The Harder They Come by T. Coraghessan Boyle


  He was thinking of another gas station, one that was long gone now, where he’d worked the summer before his senior year in high school. Three young Italians—or maybe one of them wasn’t Italian—had pooled their resources to open the place. They were in their early thirties, he guessed, but back then they seemed old to him, and they were enthusiasts, full of jokes and high spirits, their own bosses now and sure to rake in a fortune. One of them, the one who might not have been Italian—Gene, his name was Gene—did bodywork and the other two, Tony and Rico, were mechanics. What they needed him for was to pump gas, check tires and oil and coolant, and to dole out Green Stamps against their eventual redemption. Different times then. He’d worked seven a.m. to seven p.m. and every day at noon Rico would go to the sandwich shop and bring back subs for all of them—and beer, a can of which they would let him have instead of soda though he was underage. They made him feel good. Made him feel like a man.

  Where were they now? he wondered. Dead, he supposed. Dead and buried and rotted away to nothing, the casket collapsed on itself, their bones bare and gray and losing heft by the day. People asked him what his philosophy was, as if by being principal—having been principal—he was schooled in the thoughts of the great thinkers, and what’s more, was a great thinker himself. Well, he had no philosophy. He just lived and drew breath like any other creature, more acted upon than acting. There were Jesus, Santa Claus and God when he was little, but they’d gone the way of slingshots and training wheels, the apprehension of death—the first intimation of it—canceling out everything else. What was his philosophy? Kill or be killed, eat or be eaten. Or no, that was too harsh. Just be, that was all. What was coming was coming and there was no sense or comfort in worrying about it. Other people went to church, other people played golf, served on committees, ran charities. He went on a luxury cruise. He went fishing. And if Carolee should die before him, he faced a world of woe so deep and catastrophic he didn’t think he’d be able to see himself through. Definitely not. No way in the world.

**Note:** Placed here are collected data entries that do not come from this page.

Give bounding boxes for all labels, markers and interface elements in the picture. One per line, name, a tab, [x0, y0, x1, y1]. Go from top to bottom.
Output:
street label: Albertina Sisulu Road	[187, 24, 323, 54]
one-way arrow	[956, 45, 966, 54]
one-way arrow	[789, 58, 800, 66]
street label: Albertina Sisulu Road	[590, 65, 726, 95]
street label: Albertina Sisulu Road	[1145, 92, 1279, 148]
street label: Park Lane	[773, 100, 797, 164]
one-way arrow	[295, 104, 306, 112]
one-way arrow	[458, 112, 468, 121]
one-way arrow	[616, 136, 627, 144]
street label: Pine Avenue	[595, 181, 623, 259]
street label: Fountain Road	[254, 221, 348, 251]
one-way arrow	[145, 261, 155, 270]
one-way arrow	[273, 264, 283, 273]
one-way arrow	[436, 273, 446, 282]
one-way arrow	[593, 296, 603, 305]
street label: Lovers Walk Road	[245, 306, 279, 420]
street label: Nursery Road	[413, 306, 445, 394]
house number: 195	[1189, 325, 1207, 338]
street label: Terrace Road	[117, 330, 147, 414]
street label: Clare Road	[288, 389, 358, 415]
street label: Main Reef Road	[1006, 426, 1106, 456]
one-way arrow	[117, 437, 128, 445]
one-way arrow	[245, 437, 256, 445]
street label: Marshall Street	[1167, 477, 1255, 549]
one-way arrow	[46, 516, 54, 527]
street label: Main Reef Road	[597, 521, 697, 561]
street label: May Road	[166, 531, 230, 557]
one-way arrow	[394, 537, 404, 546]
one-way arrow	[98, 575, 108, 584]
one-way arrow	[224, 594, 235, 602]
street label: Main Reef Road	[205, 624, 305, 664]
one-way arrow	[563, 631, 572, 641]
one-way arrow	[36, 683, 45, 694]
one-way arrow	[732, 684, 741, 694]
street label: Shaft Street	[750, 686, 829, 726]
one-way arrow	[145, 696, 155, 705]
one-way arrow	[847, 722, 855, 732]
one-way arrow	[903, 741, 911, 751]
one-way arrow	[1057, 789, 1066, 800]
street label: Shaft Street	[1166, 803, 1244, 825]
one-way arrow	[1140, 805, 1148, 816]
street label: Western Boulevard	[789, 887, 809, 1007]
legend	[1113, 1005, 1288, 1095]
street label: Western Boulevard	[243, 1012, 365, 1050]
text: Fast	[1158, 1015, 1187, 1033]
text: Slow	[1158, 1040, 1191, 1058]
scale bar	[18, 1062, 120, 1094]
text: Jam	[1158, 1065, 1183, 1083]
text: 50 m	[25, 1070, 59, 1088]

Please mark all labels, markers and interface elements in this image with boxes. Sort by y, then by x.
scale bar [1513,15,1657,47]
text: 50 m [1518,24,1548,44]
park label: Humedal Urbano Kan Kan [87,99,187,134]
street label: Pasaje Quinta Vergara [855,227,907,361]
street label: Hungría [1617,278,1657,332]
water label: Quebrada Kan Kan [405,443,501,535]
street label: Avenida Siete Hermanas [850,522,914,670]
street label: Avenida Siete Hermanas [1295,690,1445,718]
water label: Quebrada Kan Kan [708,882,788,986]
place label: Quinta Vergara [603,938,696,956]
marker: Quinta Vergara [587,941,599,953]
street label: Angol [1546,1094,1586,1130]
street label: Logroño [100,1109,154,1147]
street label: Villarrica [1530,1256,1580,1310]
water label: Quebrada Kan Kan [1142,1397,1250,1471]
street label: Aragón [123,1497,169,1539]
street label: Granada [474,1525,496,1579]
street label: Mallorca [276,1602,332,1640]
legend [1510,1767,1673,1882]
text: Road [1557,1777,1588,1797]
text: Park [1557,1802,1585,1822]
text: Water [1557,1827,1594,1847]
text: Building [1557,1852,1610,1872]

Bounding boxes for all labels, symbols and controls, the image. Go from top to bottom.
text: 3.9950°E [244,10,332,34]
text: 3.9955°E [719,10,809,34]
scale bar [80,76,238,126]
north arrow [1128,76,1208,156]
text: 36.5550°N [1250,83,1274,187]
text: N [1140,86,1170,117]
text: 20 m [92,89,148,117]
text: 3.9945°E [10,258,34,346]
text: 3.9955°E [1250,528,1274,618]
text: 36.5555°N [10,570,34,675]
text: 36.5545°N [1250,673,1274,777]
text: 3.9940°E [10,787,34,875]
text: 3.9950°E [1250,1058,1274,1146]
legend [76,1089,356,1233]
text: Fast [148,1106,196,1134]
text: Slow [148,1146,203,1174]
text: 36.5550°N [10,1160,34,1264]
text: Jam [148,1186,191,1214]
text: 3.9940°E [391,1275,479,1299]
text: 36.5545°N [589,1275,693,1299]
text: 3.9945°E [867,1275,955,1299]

He kept a gun in the house, a Glock 9mm he’d always prayed Adam would never find when he was a squirrelly kid and into everything, and that gun would have its use sometime down the line. Retirement plan? Sure, the good and giving Glock Firearms Company would see to that.

  So he was morbid, so he was bored, so he was pumping his own gas and letting his mind tick through the past and present like one of the mutating tapes of the home movies he’d made when Adam was a kid before he saw the utter futility of it because who was ever going to watch them and how could you hope to stop time? There was a breeze. It lifted the hair around his ears and laid it back down on his shoulders, the lightest part of himself, but heavy all the same. Then a GMC Yukon, fire-engine red, slid up on the other side of the pump, and Art Tolleson’s face was there, suspended behind the sheen of the window like an old towel hung up to dry.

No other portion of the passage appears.